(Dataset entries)

>>>

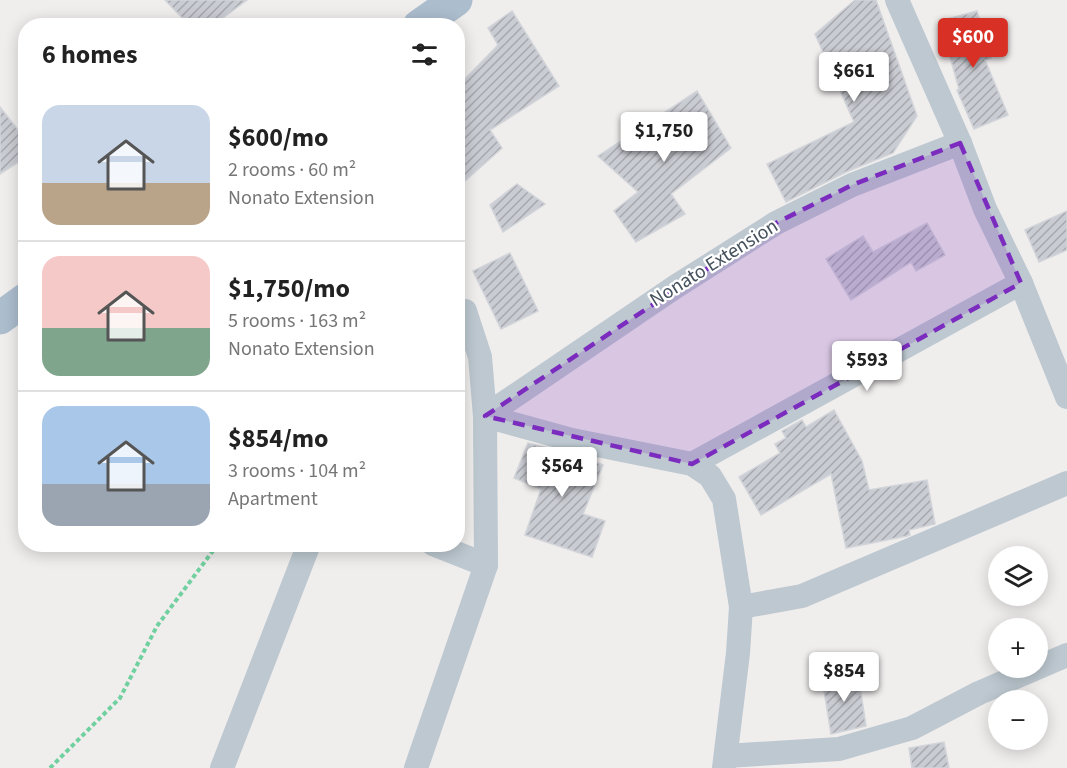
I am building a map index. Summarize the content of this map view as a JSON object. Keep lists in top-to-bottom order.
{
  "streets": {
    "street": ["Nonato Extension"]
  },
  "page": {
    "price": [
      "$600",
      "$661",
      "$1,750",
      "$593",
      "$564",
      "$854"
    ],
    "heading": "6 homes",
    "list": [
      {
        "name": "$600/mo",
        "note": "2 rooms · 60 m² · Nonato Extension"
      },
      {
        "name": "$1,750/mo",
        "note": "5 rooms · 163 m² · Nonato Extension"
      },
      {
        "name": "$854/mo",
        "note": "3 rooms · 104 m² · Apartment"
      }
    ],
    "map_buttons": ["+", "−"]
  }
}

<<<

**What needs to be done:**
Copy every record exactly, without the pictures.

**Your solution:**
I am building a map index. Summarize the content of this map view as a JSON object. Keep lists in top-to-bottom order.
{
  "streets": {
    "street": ["Nonato Extension"]
  },
  "page": {
    "price": [
      "$600",
      "$661",
      "$1,750",
      "$593",
      "$564",
      "$854"
    ],
    "heading": "6 homes",
    "list": [
      {
        "name": "$600/mo",
        "note": "2 rooms · 60 m² · Nonato Extension"
      },
      {
        "name": "$1,750/mo",
        "note": "5 rooms · 163 m² · Nonato Extension"
      },
      {
        "name": "$854/mo",
        "note": "3 rooms · 104 m² · Apartment"
      }
    ],
    "map_buttons": ["+", "−"]
  }
}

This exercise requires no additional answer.